Orpheus and Eurydice meet Theseus and Ariadne in Rohrwacher’s latest masterwork.
A review by Panagiota Stoltidou
First shown at the 76th edition of the Cannes film festival this past May, Alice Rohrwacher’s newest fable follows the hilarious misadventures of a band of homeless tomb raiders in 1980s Tuscany. Led by Arthur (Josh O’ Connor), an English archaeologist-turned-criminal with a surgically precise talent for locating Etruscan tombs with a dowsing rod, the curious gang plunders graves under cover of darkness, and then sells its finds to Spartaco, a dubious antiquities dealer. It’s shady, dangerous stuff, yet Rohrwacher’s hand assuredly lets it slip into comical territory, treating the troubadours with sisterly love and irony. Following The Wonders (2014) and Happy as Lazzaro (2018), La Chimera is the final installment of an untitled trilogy about the director and screenwriter’s home country. The soundtrack and Hélèn Louvart’s cinematography wonderfully play off each other to locate the action in Italy.

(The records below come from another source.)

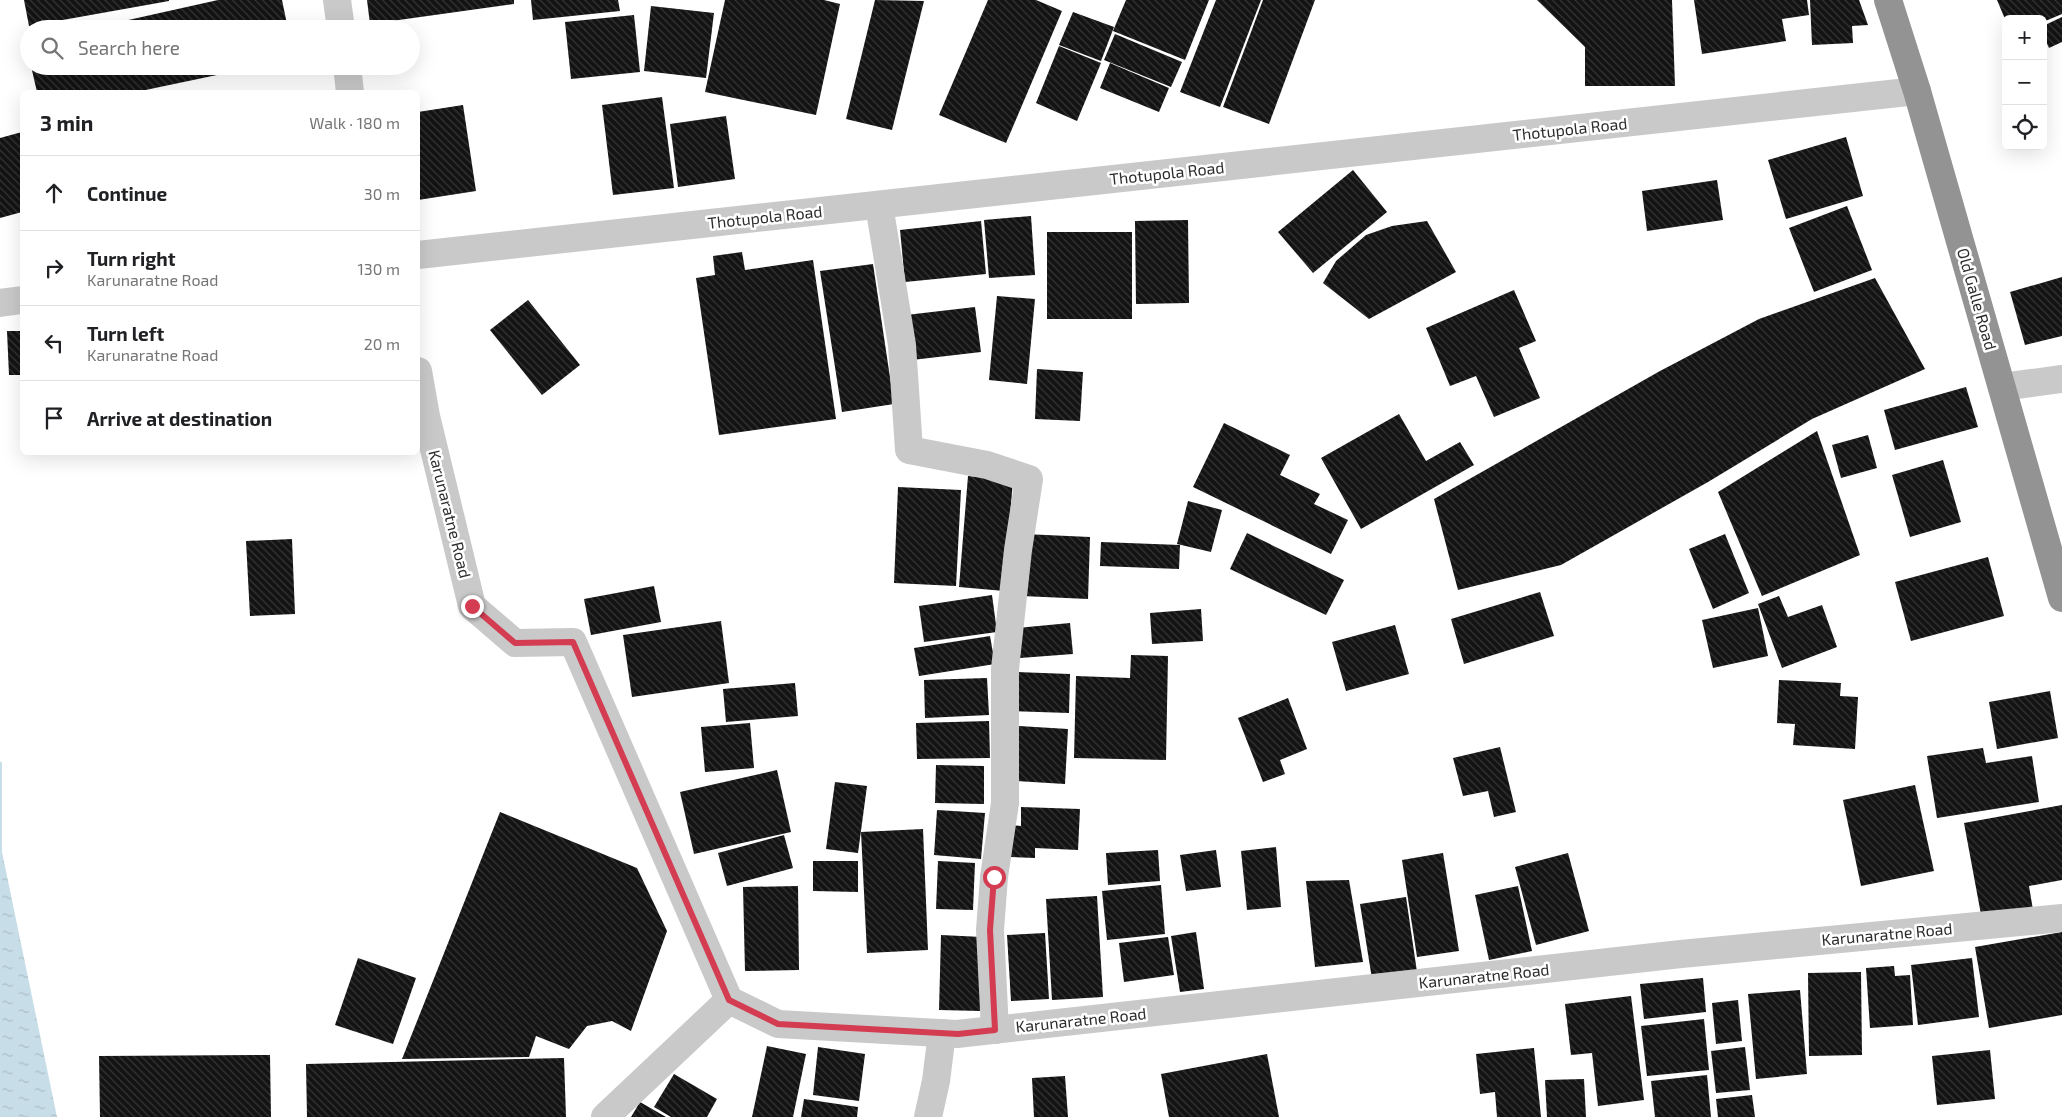 <!DOCTYPE html>
<meta charset="utf-8">
<style>
:root{--surface:#fff;--page:#f2f2f2;--text:#202124;--muted:#757577;--line:#e0e0e0}
body{margin:0;font-family:"Exo 2",sans-serif;background:var(--page);color:var(--text)}
.controls{position:absolute;right:15px;top:15px;display:grid;overflow:hidden;border-radius:8px;box-shadow:0 5px 20px #0002}
.controls button{width:45px;height:45px;display:grid;place-items:center;padding:0;border:0;border-bottom:1px solid var(--line);background:var(--surface);color:var(--text);font:25px sans-serif}
.stop{position:absolute;width:15px;height:15px;margin:-11px;border:4px solid #d43c52;border-radius:50%;background:#fff}
.stop.end{background:#d43c52;border-color:#fff;box-shadow:0 1px 5px #0008}
.list{margin:0;padding:0;list-style:none}
h2{display:flex;justify-content:space-between;align-items:center;height:65px;margin:0;padding:0 20px;font-size:21px}
h2 small{font-size:16px;font-weight:400;color:var(--muted)}
.list li{display:grid;grid-template-columns:32px 1fr auto;gap:15px;align-items:center;box-sizing:border-box;height:75px;padding:0 20px;border-top:1px solid var(--line)}
.list b{display:block;font-size:19px;white-space:nowrap}
.list p{margin:0;font-size:16px;white-space:nowrap;color:var(--muted)}
.list em{font-size:16px;font-style:normal;color:var(--muted)}
.icon{flex:none;width:28px;height:28px;fill:none;stroke:currentColor;stroke-width:2;stroke-linecap:round;stroke-linejoin:round}
.map{position:relative;flex:none;width:2062px;height:1117px;overflow:hidden}
.search{position:absolute;background:var(--surface);box-shadow:0 5px 20px #0002;left:20px;top:20px;width:400px;height:55px;display:flex;align-items:center;gap:12px;box-sizing:border-box;padding:0 18px;border-radius:28px;color:var(--muted);font-size:19px}
.panel{position:absolute;background:var(--surface);box-shadow:0 5px 20px #0002;left:20px;top:90px;width:400px;height:365px;border-radius:8px}
.map>svg:first-child{display:block}
</style>
<div class="map">
<svg width="2062" height="1117" viewBox="0 0 2062 1117">
<defs>
<pattern id="water-ripples" width="26" height="14" patternUnits="userSpaceOnUse" patternTransform="scale(1.25)"><rect width="26" height="14" fill="#c7dde7"/><path d="M2 4q2-2 4 0t4 0M15 11q2-2 4 0t4 0" fill="none" stroke="#abbec6"/></pattern>
<pattern id="building-back-hatch" width="6" height="6" patternUnits="userSpaceOnUse" patternTransform="scale(1.25)"><rect width="6" height="6" fill="#131313"/><path d="M-1 5l2 2M0 0l6 6M5-1l2 2" fill="none" stroke="#363636"/></pattern>
</defs>
<rect width="100%" height="100%" fill="#fff"/>
<!-- water -->
<path fill="url(#water-ripples)" d="M 0,761 L 2,763 L 2,852 L 57,1117 L 0,1117 Z"/>
<!-- building -->
<g fill="url(#building-back-hatch)">
<path d="M 24,0 L 169,0 L 169,1 L 29,26 Z"/>
<path d="M 218,0 L 282,0 L 288,29 L 88,29 Z"/>
<path d="M 367,0 L 514,0 L 514,4 L 370,24 Z"/>
<path d="M 531,0 L 618,0 L 620,11 L 533,20 Z"/>
<path d="M 725,0 L 824,0 L 840,4 L 816,115 L 705,92 Z"/>
<path d="M 875,0 L 924,1 L 892,130 L 846,119 Z"/>
<path d="M 988,0 L 1036,0 L 1062,11 L 1006,143 L 939,115 Z"/>
<path d="M 1126,0 L 1209,0 L 1185,60 L 1113,31 Z"/>
<path d="M 1216,0 L 1261,0 L 1220,107 L 1180,92 Z"/>
<path d="M 1263,0 L 1315,0 L 1269,124 L 1223,107 Z"/>
<path d="M 1537,0 L 1672,0 L 1675,86 L 1585,86 L 1585,47 Z"/>
<path d="M 1694,0 L 1807,0 L 1809,15 L 1782,19 L 1786,41 L 1702,54 Z"/>
<path d="M 1810,0 L 1859,0 L 1868,25 L 1852,26 L 1853,43 L 1812,45 Z"/>
<path d="M 1997,0 L 2062,0 L 2062,14 L 2043,22 L 2043,19 L 2005,19 Z"/>
<path d="M 651,6 L 714,13 L 706,78 L 644,71 Z"/>
<path d="M 1073,12 L 1114,27 L 1101,61 L 1059,45 Z"/>
<path d="M 634,15 L 640,72 L 571,79 L 565,22 Z"/>
<path d="M 2062,17 L 2062,42 L 2049,48 L 2043,35 L 2043,26 Z"/>
<path d="M 1115,34 L 1182,62 L 1171,87 L 1104,60 Z"/>
<path d="M 1059,46 L 1101,63 L 1077,121 L 1036,103 Z"/>
<path d="M 1110,63 L 1169,88 L 1159,112 L 1100,88 Z"/>
<path d="M 31,66 L 255,66 L 255,67 L 136,92 L 37,92 Z"/>
<path d="M 662,97 L 674,188 L 613,195 L 602,105 Z"/>
<path d="M 463,105 L 476,191 L 418,200 L 418,112 Z"/>
<path d="M 726,116 L 735,179 L 678,187 L 670,124 Z"/>
<path d="M 22,132 L 22,212 L 0,218 L 0,138 Z"/>
<path d="M 1846,137 L 1863,196 L 1786,219 L 1768,160 Z"/>
<path d="M 1353,170 L 1387,212 L 1313,273 L 1278,232 Z"/>
<path d="M 1717,180 L 1723,220 L 1647,231 L 1642,191 Z"/>
<path d="M 1847,206 L 1872,270 L 1814,292 L 1789,228 Z"/>
<path d="M 1031,216 L 1035,275 L 989,278 L 984,220 Z"/>
<path d="M 1188,220 L 1189,303 L 1136,304 L 1135,221 Z"/>
<path d="M 981,221 L 986,274 L 905,282 L 900,230 Z"/>
<path d="M 1427,221 L 1456,272 L 1369,319 L 1323,283 L 1336,261 L 1366,235 L 1392,226 Z"/>
<rect x="1047" y="232" width="85" height="87"/>
<path d="M 742,252 L 745,270 L 813,260 L 836,419 L 719,435 L 696,278 L 715,275 L 713,256 Z"/>
<path d="M 873,264 L 894,404 L 842,412 L 820,271 Z"/>
<path d="M 2062,277 L 2062,336 L 2025,345 L 2010,292 Z"/>
<path d="M 1875,278 L 1925,369 L 1812,419 L 1708,482 L 1561,565 L 1458,590 L 1434,499 L 1660,371 L 1759,319 Z"/>
<path d="M 1514,290 L 1536,341 L 1519,348 L 1540,398 L 1494,417 L 1476,376 L 1450,386 L 1426,328 Z"/>
<path d="M 997,296 L 1035,299 L 1027,384 L 989,380 Z"/>
<path d="M 528,300 L 580,365 L 542,395 L 490,330 Z"/>
<path d="M 975,307 L 981,352 L 912,360 L 906,315 Z"/>
<path d="M 7,331 L 22,331 L 22,375 L 9,375 Z"/>
<path d="M 1037,369 L 1083,372 L 1080,421 L 1035,419 Z"/>
<path d="M 1966,387 L 1978,427 L 1895,450 L 1884,410 Z"/>
<path d="M 1399,414 L 1426,461 L 1460,442 L 1474,465 L 1361,529 L 1321,458 Z"/>
<path d="M 1224,423 L 1290,455 L 1280,475 L 1320,494 L 1314,504 L 1348,520 L 1331,554 L 1193,487 Z"/>
<path d="M 1817,431 L 1860,555 L 1762,596 L 1718,492 Z"/>
<path d="M 1868,435 L 1877,468 L 1841,478 L 1832,445 Z"/>
<path d="M 1943,460 L 1961,522 L 1910,537 L 1892,475 Z"/>
<path d="M 968,476 L 1013,480 L 1004,591 L 959,587 Z"/>
<path d="M 898,487 L 961,490 L 956,586 L 894,583 Z"/>
<path d="M 1188,501 L 1222,510 L 1211,552 L 1177,544 Z"/>
<path d="M 1247,533 L 1344,580 L 1326,615 L 1230,569 Z"/>
<path d="M 1024,534 L 1090,537 L 1088,599 L 1022,596 Z"/>
<path d="M 1725,534 L 1749,593 L 1713,609 L 1689,549 Z"/>
<path d="M 292,539 L 295,614 L 250,616 L 246,541 Z"/>
<path d="M 1101,542 L 1180,545 L 1179,569 L 1100,566 Z"/>
<path d="M 1988,557 L 2004,616 L 1911,641 L 1895,582 Z"/>
<path d="M 654,586 L 661,622 L 591,635 L 584,599 Z"/>
<path d="M 1540,592 L 1554,636 L 1464,664 L 1451,619 Z"/>
<path d="M 992,595 L 997,632 L 924,642 L 919,606 Z"/>
<path d="M 1779,596 L 1788,617 L 1822,605 L 1837,647 L 1782,668 L 1758,604 Z"/>
<path d="M 1758,608 L 1768,656 L 1713,668 L 1702,620 Z"/>
<path d="M 1201,609 L 1203,641 L 1152,644 L 1150,613 Z"/>
<path d="M 721,621 L 729,683 L 632,697 L 623,635 Z"/>
<path d="M 1070,623 L 1073,654 L 1020,658 L 1017,628 Z"/>
<path d="M 1395,625 L 1409,674 L 1346,691 L 1332,642 Z"/>
<path d="M 990,636 L 995,664 L 919,676 L 914,648 Z"/>
<path d="M 1131,655 L 1168,656 L 1166,760 L 1074,758 L 1076,676 L 1130,678 Z"/>
<path d="M 1014,672 L 1070,674 L 1069,713 L 1012,711 Z"/>
<path d="M 987,678 L 989,715 L 925,718 L 924,680 Z"/>
<path d="M 1779,680 L 1841,683 L 1840,696 L 1858,697 L 1855,749 L 1793,745 L 1795,724 L 1777,723 Z"/>
<path d="M 795,683 L 798,716 L 726,722 L 723,689 Z"/>
<path d="M 2050,691 L 2058,738 L 1997,749 L 1989,702 Z"/>
<path d="M 1288,698 L 1307,749 L 1280,760 L 1285,774 L 1263,782 L 1238,718 Z"/>
<path d="M 989,721 L 990,758 L 917,759 L 916,723 Z"/>
<path d="M 750,723 L 754,768 L 705,772 L 701,727 Z"/>
<path d="M 1019,726 L 1068,729 L 1065,784 L 1016,781 Z"/>
<path d="M 1500,747 L 1516,812 L 1494,817 L 1488,791 L 1463,796 L 1453,758 Z"/>
<path d="M 1983,748 L 1986,763 L 2032,756 L 2039,802 L 1937,818 L 1927,756 Z"/>
<path d="M 936,765 L 984,766 L 984,804 L 935,803 Z"/>
<path d="M 777,770 L 791,832 L 694,854 L 680,792 Z"/>
<path d="M 835,782 L 867,786 L 858,853 L 826,849 Z"/>
<path d="M 1915,785 L 1934,871 L 1861,886 L 1843,800 Z"/>
<path d="M 2062,805 L 2062,880 L 2029,886 L 2033,910 L 1982,920 L 1964,823 Z"/>
<path d="M 1021,807 L 1080,809 L 1078,850 L 1035,848 L 1035,858 L 1010,857 L 1011,825 L 1021,826 Z"/>
<path d="M 937,810 L 985,813 L 981,859 L 934,855 Z"/>
<path d="M 500,812 L 637,868 L 667,931 L 631,1031 L 612,1021 L 587,1026 L 569,1049 L 536,1036 L 529,1057 L 402,1059 Z"/>
<path d="M 923,829 L 928,950 L 867,953 L 861,832 Z"/>
<path d="M 784,835 L 793,868 L 727,886 L 718,853 Z"/>
<path d="M 1276,847 L 1281,907 L 1247,910 L 1241,851 Z"/>
<path d="M 1158,850 L 1160,881 L 1108,885 L 1106,853 Z"/>
<path d="M 1216,850 L 1221,887 L 1186,891 L 1180,855 Z"/>
<path d="M 1443,853 L 1459,951 L 1417,957 L 1402,860 Z"/>
<path d="M 1568,853 L 1589,931 L 1536,945 L 1515,867 Z"/>
<path d="M 813,861 L 858,861 L 858,892 L 813,891 Z"/>
<path d="M 938,861 L 975,863 L 973,910 L 936,909 Z"/>
<path d="M 1349,880 L 1363,962 L 1315,967 L 1306,881 Z"/>
<path d="M 1161,885 L 1165,934 L 1107,940 L 1102,891 Z"/>
<path d="M 798,886 L 799,970 L 745,971 L 743,887 Z"/>
<path d="M 1518,886 L 1532,951 L 1489,960 L 1475,895 Z"/>
<path d="M 1097,896 L 1103,997 L 1052,1000 L 1046,899 Z"/>
<path d="M 1406,897 L 1417,972 L 1372,979 L 1360,904 Z"/>
<path d="M 1196,932 L 1204,989 L 1180,992 L 1171,936 Z"/>
<path d="M 2062,932 L 2062,1015 L 1989,1028 L 1975,947 Z"/>
<path d="M 1045,933 L 1049,999 L 1011,1001 L 1007,935 Z"/>
<path d="M 941,935 L 982,937 L 980,1011 L 939,1010 Z"/>
<path d="M 1168,937 L 1174,975 L 1124,982 L 1119,943 Z"/>
<path d="M 358,958 L 416,978 L 393,1044 L 335,1025 Z"/>
<path d="M 1972,958 L 1979,1017 L 1918,1025 L 1911,965 Z"/>
<path d="M 1894,966 L 1895,976 L 1910,975 L 1913,1025 L 1870,1028 L 1866,968 Z"/>
<path d="M 1861,972 L 1862,1055 L 1809,1056 L 1808,973 Z"/>
<path d="M 1703,978 L 1706,1012 L 1644,1019 L 1640,984 Z"/>
<path d="M 1800,990 L 1807,1074 L 1756,1079 L 1748,994 Z"/>
<path d="M 1631,996 L 1644,1100 L 1598,1106 L 1592,1053 L 1571,1055 L 1565,1004 Z"/>
<path d="M 1738,1000 L 1742,1041 L 1716,1044 L 1712,1003 Z"/>
<path d="M 1704,1019 L 1709,1070 L 1647,1076 L 1641,1026 Z"/>
<path d="M 767,1046 L 806,1054 L 793,1117 L 752,1117 Z"/>
<path d="M 818,1047 L 865,1054 L 859,1101 L 813,1095 Z"/>
<path d="M 1745,1047 L 1750,1090 L 1716,1093 L 1711,1051 Z"/>
<path d="M 1534,1048 L 1541,1117 L 1497,1117 L 1495,1092 L 1480,1094 L 1476,1054 Z"/>
<path d="M 1990,1050 L 1995,1099 L 1937,1105 L 1932,1056 Z"/>
<path d="M 1267,1054 L 1279,1117 L 1169,1117 L 1161,1074 Z"/>
<path d="M 270,1055 L 271,1117 L 100,1117 L 99,1056 Z"/>
<path d="M 564,1058 L 566,1117 L 307,1117 L 306,1064 Z"/>
<path d="M 674,1074 L 717,1099 L 707,1117 L 671,1117 L 654,1107 Z"/>
<path d="M 1707,1075 L 1711,1117 L 1655,1117 L 1651,1081 Z"/>
<path d="M 1065,1076 L 1068,1117 L 1034,1117 L 1032,1078 Z"/>
<path d="M 1584,1079 L 1586,1117 L 1547,1117 L 1545,1080 Z"/>
<path d="M 1752,1095 L 1755,1117 L 1718,1117 L 1716,1099 Z"/>
<path d="M 804,1099 L 858,1107 L 857,1117 L 801,1117 Z"/>
<path d="M 640,1102 L 666,1117 L 631,1117 Z"/>
</g>
<g fill="none" stroke-linecap="round" stroke-linejoin="round">
<!-- minor -->
<g stroke="#c9c9c9" stroke-width="28">
<path d="M 337,0 L 341,29"/>
<path d="M 347,66 L 350,92"/>
<path d="M 879,205 L 902,345 L 909,450 L 987,465 L 1029,479 L 1018,550 L 1005,669 L 1005,803 L 994,877 L 990,930 L 995,1030"/>
<path d="M 418,255 L 1917,91"/>
<path d="M 0,303 L 22,300"/>
<path d="M 418,371 L 426,416 L 472,606 L 515,643 L 573,642 L 729,1000 L 778,1024 L 957,1034 L 1681,954 L 2062,918"/>
<path d="M 2002,387 L 2062,379"/>
<path d="M 605,1117 L 729,1000"/>
<path d="M 928,1117 L 936,1081 L 942,1033"/>
</g>
<!-- highway -->
<path stroke="#939393" stroke-width="28" d="M 1888,0 L 1917,91 L 2062,598"/>
</g>
<g fill="none" stroke-linecap="round" stroke-linejoin="round">
<!-- route -->
<path stroke="#d43c52" stroke-width="6" d="M 472,606 L 515,643 L 573,642 L 729,1000 L 778,1024 L 958,1034 L 995,1030 L 990,930 L 994,877"/>
</g>
<g text-anchor="middle" stroke-width="5" stroke-linejoin="round" paint-order="stroke">
<!-- street labels -->
<g font-size="16" fill="#2c2c2c" stroke="#fff">
<text transform="translate(1570 129) rotate(-6)" y="6">Thotupola Road</text>
<text transform="translate(1167 173) rotate(-6)" y="6">Thotupola Road</text>
<text transform="translate(765 217) rotate(-6)" y="6">Thotupola Road</text>
<text transform="translate(1977 299) rotate(74)" y="6">Old Galle Road</text>
<text transform="translate(450 514) rotate(76)" y="6">Karunaratne Road</text>
<text transform="translate(1887 934) rotate(-5)" y="6">Karunaratne Road</text>
<text transform="translate(1484 976) rotate(-6)" y="6">Karunaratne Road</text>
<text transform="translate(1081 1020) rotate(-6)" y="6">Karunaratne Road</text>
</g>
</g>
</svg>
<div class="controls">
<button>+</button>
<button>−</button>
<button><svg class="icon" aria-label="locate" viewBox="0 0 24 24"><circle cx="12" cy="12" r="6"/><path d="M12 2v4M12 18v4M2 12h4M18 12h4"/></svg></button>
</div>
<div class="stop" style="left:994px;top:877px"></div>
<div class="stop end" style="left:472px;top:606px"></div>
<div class="search"><svg class="icon" aria-label="search" viewBox="0 0 24 24"><circle cx="10" cy="10" r="6"/><path d="M15 15l6 6"/></svg>Search here</div>
<section class="panel">
<h2>3 min<small>Walk · 180 m</small></h2>
<ul class="list">
<li><svg class="icon" aria-label="ahead" viewBox="0 0 24 24"><path d="M12 20V5M6 11l6-6 6 6"/></svg><div><b>Continue</b></div><em>30 m</em></li>
<li><svg class="icon" aria-label="right" viewBox="0 0 24 24"><path d="M7 20v-9h11M14 6l5 5-5 5"/></svg><div><b>Turn right</b><p>Karunaratne Road</p></div><em>130 m</em></li>
<li><svg class="icon" aria-label="left" viewBox="0 0 24 24"><path d="M17 20v-9H6M10 6l-5 5 5 5"/></svg><div><b>Turn left</b><p>Karunaratne Road</p></div><em>20 m</em></li>
<li><svg class="icon" aria-label="arrive" viewBox="0 0 24 24"><path d="M6 21V4h12l-3 4 3 4H6"/></svg><div><b>Arrive at destination</b></div></li>
</ul>
</section>
</div>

As is also the case in Rohrwacher’s previous work, the fantastical repeatedly ruptures the fabric of the real across the film’s narrative plane. In one scene Arthur, tucked rather uncomfortably at the backseat of a loud car, dozes in and out of tormented sleep. A red thread is swaying outside the car window in front of him, luring him out of his daze. Yet it vanishes before he can sit up to catch it. This gesture is repeated across a number of eerie sequences: a red thread plants itself into Arthur’s field of vision, disrupts the pulse of his reality, and disappears in a flash. Weaving this teasing thread for him is Beniamina (Yile Vianello): sunburnt, smiling, elusive. Her freckled skin and blonde curls are molded from the cast of another life, a life under the sun that Arthur once shared with her and whose sad details we are only allowed to glimpse fragmentarily as the film progresses.

Ultimately, this is a comedy with a heartbreaking core. The subtle ticks and movements of the buried antiquities’ private life lull Arthur into an obsessive state of excavation that not even Italia (Carol Duarte), his new friend and faithful confidante, can rescue him from. As the ciphers of Italy’s glorious past and Arthur’s own converge in the damp silence of the cave, we catch a flash of red thread. Could this be a way out, or will it only lead Arthur further down under?
Brimming with life and carnivalesque panache, La Chimera carries us into a frenzied subterranean adventure, unveiling treasures that are tantalizingly close and yet always shape-shifting, always out of reach. It’s a tender, moving film.